Breakfast at 12. If you have made lunch (aka breakfast) plans with friends, food is taken care of. But each time you are out having lunch, you wonder why things appear rushed. Could it be that your Worker-Bee-Friend needs to get back to work? You are in no hurry yourself, but those Au Bon Pain soup bowls carry only so much soup. Even the Large ones. Though lunch plans are quick and easy, and your friends have suggested them a few times, you are a lazy sloth (painful to take a quick shower, get ready, and leave home by 1). So you plan to meet another day. Maybe later in the week – Friday.

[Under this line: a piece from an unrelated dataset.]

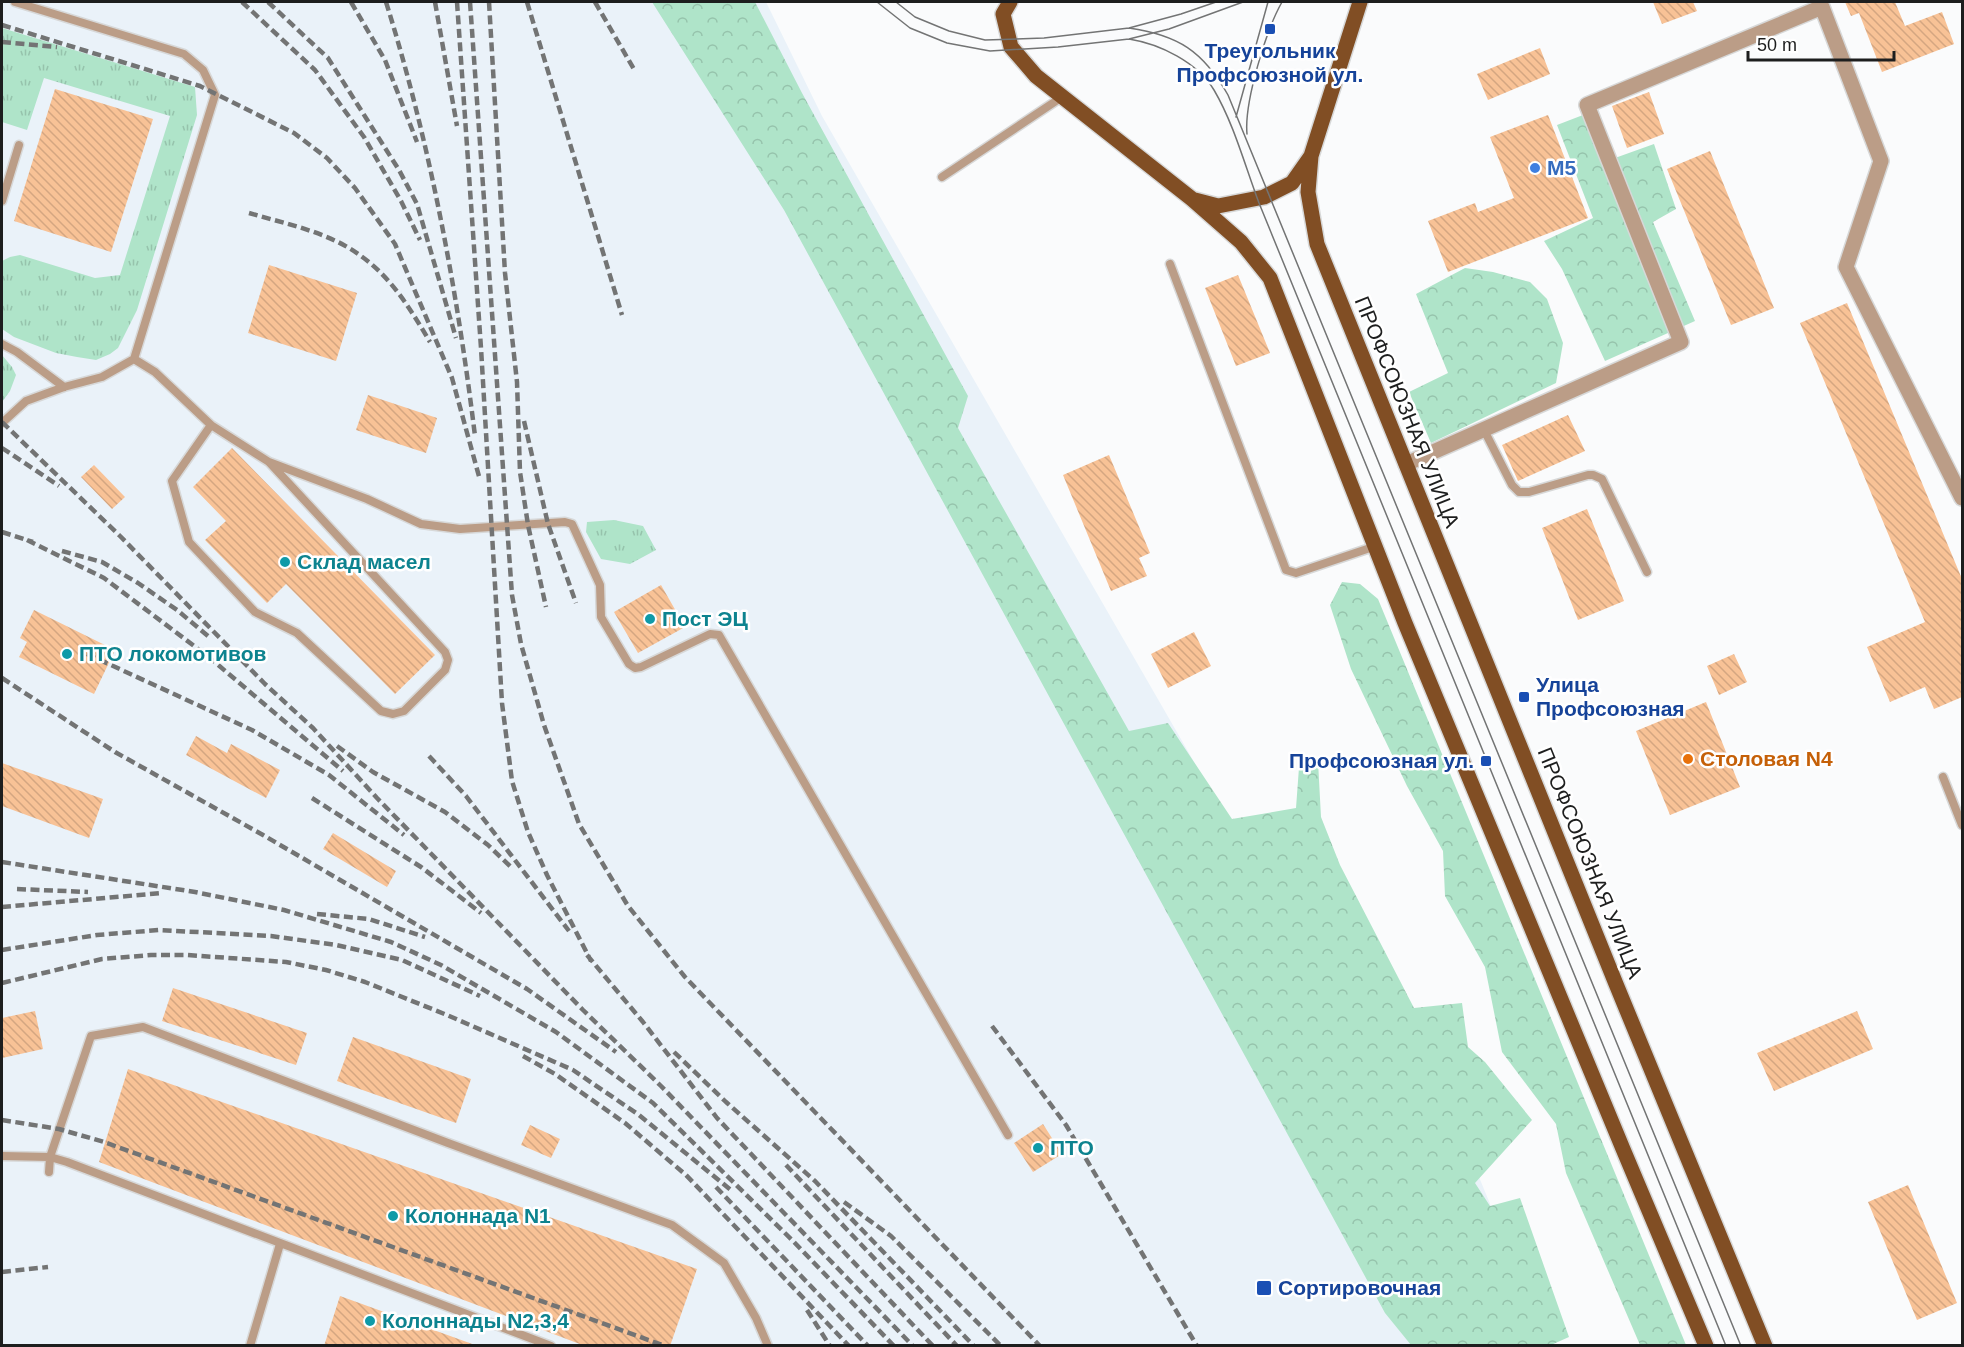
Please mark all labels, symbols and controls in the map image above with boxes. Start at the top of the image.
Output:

Today, you are home for breakfast – things are much simpler. The Fridge holds the key to your happiness. Milk. Direct from a cow some two thousand miles away. Wholesome, pure…missing some fat, but with added vitamins. What else…there is Pepperidge Farms Bread – unspoilt even after a week. Fortified with cement, presumably. There’s some Swiss cheese. Organic Grade-A-Large-Eggs with yummy Good-Cholesterol. Gala Apples and Dole Bananas before they go too ripe. But you look beyond all that and grab the big box of Cheerios you bought yesterday. After watching that ad in which a grandfather is having Cheerios with his year-old grandson. They were loving it so! Nothing like a good bowl of cereal. Except carrot cake. Or any cake.

All through your miserable years at work, you have wondered about those folks who sit at Starbucks in the middle of the afternoon, sipping coffee and reading a book. WHAT is their profession – and how do you get to be one of THEM? Well, now is your chance. So you grab your great new Novel, in all its 700 pages of hard bound enormity, and lug it to the cafe two blocks away. You don’t really like coffee, so you order yourself a dessert drink. There is no one ahead or behind you in line, so you get a clear picture of how your Frappucciono is manufactured. Basically, they start with Heavy Cream. Then they add some mix (sugar syrup?) from a bottle. Followed by some fruity looking syrup from a second bottle. Off to the blender. Followed by a huge dollop of more Heavy Cream to top it up. Your heart fails just toting up the calories and Bad-Cholesterol count. The kid behind the counter smiles as she hands the Venti to you, her lips saying ‘Enjoy’ though her eyes clearly mean ‘Good Luck surviving that’.

Drink in hand, you seat yourself at a table with a so-so view of the Street. The best seats are already taken by Ferocious-looking-Hipsters. (Go back to your East Village, you Skinny Jeans Morons). Anyhow, you are not to be undone…you fish out your giant book with both hands (your bag and your shoulder thank you for it). You read. 3.15.

Outside the window, you spot a chick wearing mittens (already?). An old but well preserved lady with a dog. Back to the book. Two new visitors to the cafe. Marble cake…mmm, maybe you should get that, too. Two sips of the Frappuccino. Book. The visitors settle down at a worse table – take that, Losers. NYU Kids. Ah to be young in New York. Outside, the Mailman runs his block. Frappuccino. Book. Repeat. 3.30.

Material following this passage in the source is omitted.